The next day was hell. I woke up saying a tearful goodbye and couldn't believe how attached I got after 3 days, realizing I did not feel this same attachment in my current location after 8 months! My host arranged a ride with a courier driver who was wonderful and stopped to let me take pics of the crossing of the Equator and showing me viewpoints of Queen Elizabeth Park, but once we arrived in Mbarara that was the end of the fun. I still had another at least 3 hr bus ride and didn't know anyone at the other end. But after repetitive ATM failed attempts, a really bad connection Internet cafe and no answer at home to see if they could transfer money, I got a really bad exchange rate and forcibly exchanged a $20 blil so I'd have at least enough money to take a bus and have accommodation for the night. Yet all the buses had already left after this 2.5 hr detour so instead I went in a dala dala shoved to the window by 3 other people and my knees pressing up against the seat in front of me only stopping once for a "short call." On the way I had one of the most horrific experiences. I saw an ambulance blur past us and hit a man who instantly collapsed with blood dripping from his nose. AN AMBULANCE! Suddenly the whole town went to help the poor old man and our dala dala continued on its way. I was so scared after that.

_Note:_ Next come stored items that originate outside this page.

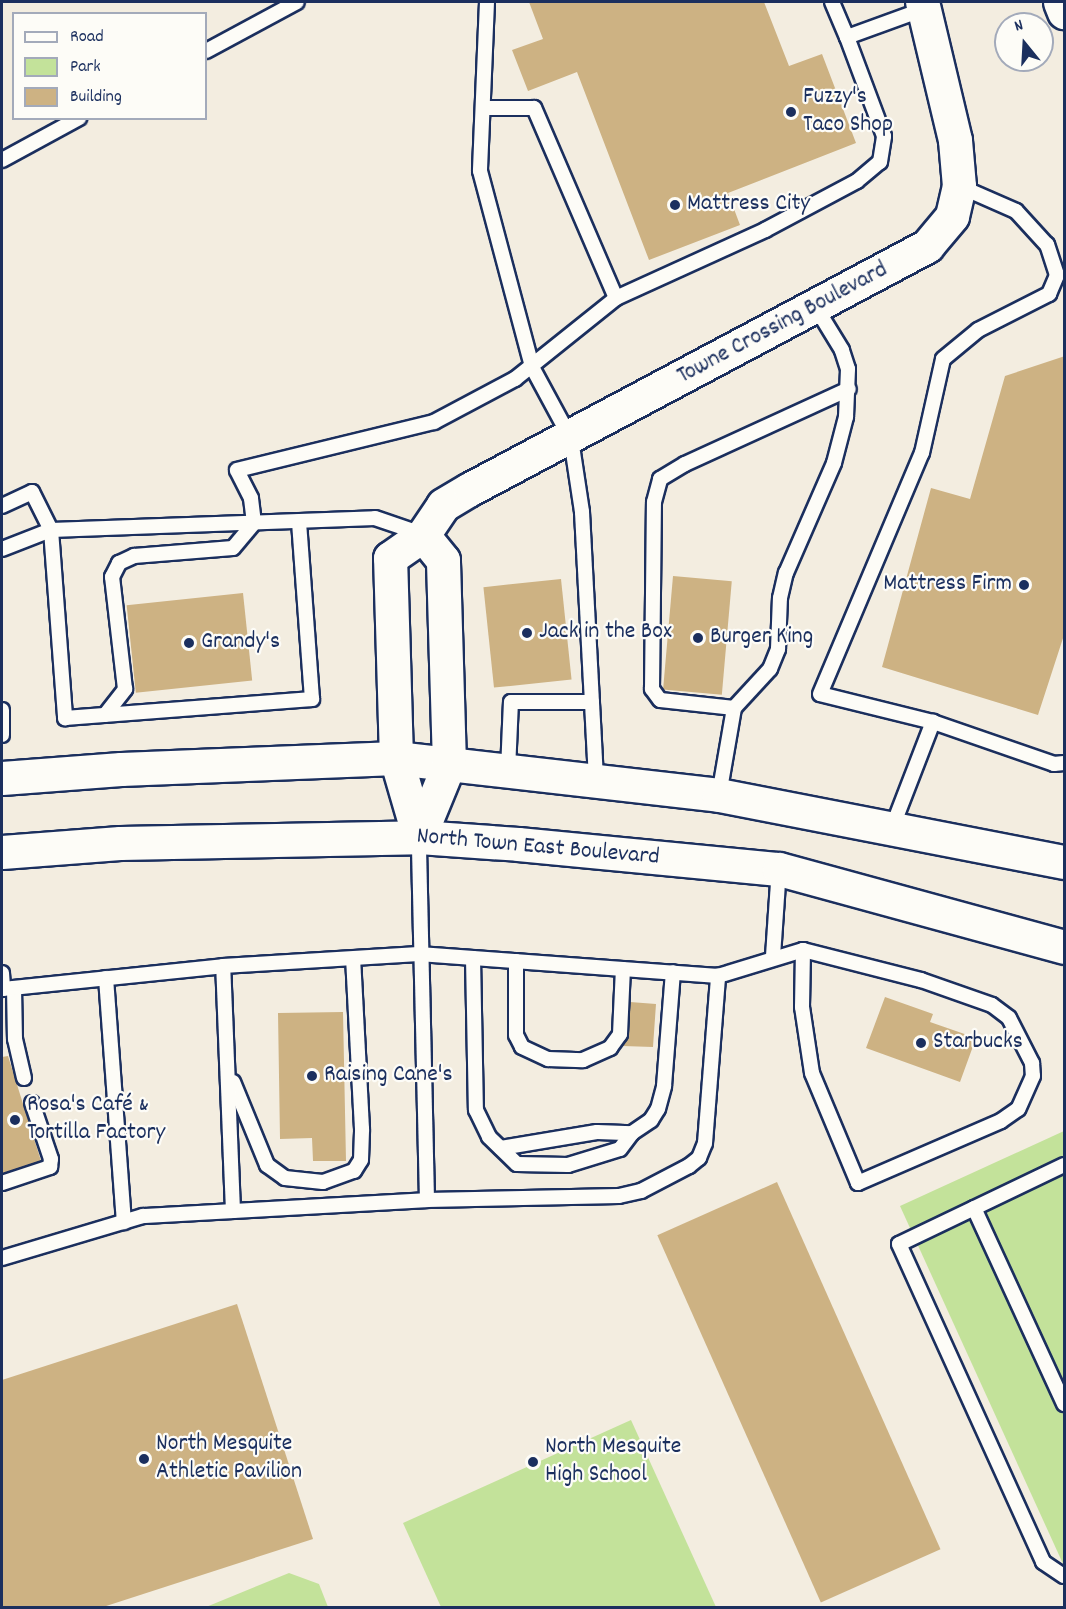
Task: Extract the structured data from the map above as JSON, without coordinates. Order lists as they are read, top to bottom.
{
  "streets": {
    "main road": ["Towne Crossing Boulevard", "North Town East Boulevard"]
  },
  "crossings": [
    ["Towne Crossing Boulevard", "North Town East Boulevard"]
  ],
  "places": [
    "Fuzzy's Taco Shop",
    "Mattress City",
    "Mattress Firm",
    "Jack in the Box",
    "Burger King",
    "Grandy's",
    "Starbucks",
    "Raising Cane's",
    "Rosa's Café & Tortilla Factory",
    "North Mesquite Athletic Pavilion",
    "North Mesquite High School"
  ],
  "legend": ["Road", "Park", "Building"],
  "north": "top"
}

After finally arriving in Kabale, I found out where I wanted to stay was still another 1.5 hrs but I figured the day had already been ruined and I may as well do all my traveling in one day. So I found a taxi and found out it really takes 2.5 hrs to get there so this would be in at 8:30 and the park guide was willing to meet me and help me find accommodation. Greedy greedy taxi drivers. 5 passengers wasn't enough for him (4 in the back, 1 in front) and we did not leave til an hr later when we had 7 psgers (AGAIN!). I was realizing this was a standard in uGanda and that taxis are not safer, faster, or more comfortable than a daladala in Uganda and was very thankful that taxis were not like this in Tanzania. So I began as the 4th person in the back. Yet the road was meandering every minute and I could not handle the weight of three people crushing my ribs as I was shoved even further into the door. Once one passenger left, I decided it'd be more comfortable in the front even with a gear stick where my feet should go so I switched. Taxis were the ONLY thing that made me irritated in Uganda, but I was completely peeved both times and this time muffled tears into my fleece with all the talk of the "mzungu" and knowing I was arriving in an unknown location at 10:30 at night. Thank god the guide was going to meet me there.

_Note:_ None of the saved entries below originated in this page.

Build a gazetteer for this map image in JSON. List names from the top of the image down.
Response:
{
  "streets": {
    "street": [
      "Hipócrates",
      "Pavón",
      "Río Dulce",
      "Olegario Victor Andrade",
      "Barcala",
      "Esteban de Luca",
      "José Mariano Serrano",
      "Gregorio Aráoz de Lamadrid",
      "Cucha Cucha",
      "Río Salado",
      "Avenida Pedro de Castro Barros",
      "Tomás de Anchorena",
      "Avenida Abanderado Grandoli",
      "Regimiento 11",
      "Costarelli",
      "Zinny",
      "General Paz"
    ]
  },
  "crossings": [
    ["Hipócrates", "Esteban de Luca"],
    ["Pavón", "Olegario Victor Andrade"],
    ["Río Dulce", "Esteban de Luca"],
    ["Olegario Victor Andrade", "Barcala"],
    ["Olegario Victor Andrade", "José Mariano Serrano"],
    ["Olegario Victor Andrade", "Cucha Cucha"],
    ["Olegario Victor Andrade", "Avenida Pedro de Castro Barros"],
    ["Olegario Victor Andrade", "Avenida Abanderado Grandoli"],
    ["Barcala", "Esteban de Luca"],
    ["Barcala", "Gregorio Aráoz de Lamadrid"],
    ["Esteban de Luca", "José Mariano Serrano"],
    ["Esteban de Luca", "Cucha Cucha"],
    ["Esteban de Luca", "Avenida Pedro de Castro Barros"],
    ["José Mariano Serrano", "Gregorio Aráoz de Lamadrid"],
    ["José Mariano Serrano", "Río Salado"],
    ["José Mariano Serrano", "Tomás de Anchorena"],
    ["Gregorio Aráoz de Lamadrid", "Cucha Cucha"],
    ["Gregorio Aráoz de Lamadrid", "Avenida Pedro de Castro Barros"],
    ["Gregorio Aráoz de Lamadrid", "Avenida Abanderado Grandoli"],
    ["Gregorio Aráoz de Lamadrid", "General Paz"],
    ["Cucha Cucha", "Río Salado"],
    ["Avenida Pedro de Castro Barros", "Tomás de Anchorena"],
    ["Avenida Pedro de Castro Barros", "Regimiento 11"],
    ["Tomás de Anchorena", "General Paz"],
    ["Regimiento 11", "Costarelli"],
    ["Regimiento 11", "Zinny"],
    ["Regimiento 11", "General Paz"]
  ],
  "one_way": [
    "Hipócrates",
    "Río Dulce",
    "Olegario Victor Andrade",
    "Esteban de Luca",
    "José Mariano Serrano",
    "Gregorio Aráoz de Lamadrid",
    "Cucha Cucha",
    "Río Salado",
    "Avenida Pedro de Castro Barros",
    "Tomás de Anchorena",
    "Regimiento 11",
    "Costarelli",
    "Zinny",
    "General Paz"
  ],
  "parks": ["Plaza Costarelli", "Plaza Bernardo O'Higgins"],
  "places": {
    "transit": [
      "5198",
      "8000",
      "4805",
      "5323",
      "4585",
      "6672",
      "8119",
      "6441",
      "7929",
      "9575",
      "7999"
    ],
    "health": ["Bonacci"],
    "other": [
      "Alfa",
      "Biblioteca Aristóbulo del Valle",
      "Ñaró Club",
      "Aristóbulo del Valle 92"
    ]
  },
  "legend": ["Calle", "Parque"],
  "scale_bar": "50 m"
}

The next day made up for the preceding. I got to see the gorillas and not only that but had my own private tour!!!! And they actually care if you're a resident there so I got charged $25 less than the tourist rate and had wonderful accommodation with a very caring staff and excellent food. I had no idea it could get that cold, but thankfully I had packed wool socks, a Maasai shuka (blanket) and one long sleeve shirt. After a hot bucket shower and a cup of hot chocolate with a vegetable curry and chapati I bathed in the sun and reflected on the amazingness that was the gorillas! They were so BIG and one shook an entire tree branch at me but they told me not to run away as they were testing who was friend and who was enemy. When he rolled on his back and farted, I realized just how human they really were. No one has stressed how difficult gorilla trekking is though so I will attempt. Bush as high as you, going up and down grass tufts, through thorny trees, and only with a walking stick to guide you. I was VERY thankful for my rain pants! And I saw Congo, Rwanda, and Uganda. BEAUTIFUL area! Then it was boda boda to the border which I presented my passport and walked right across into the Land of Thousand Hills: Rwanda.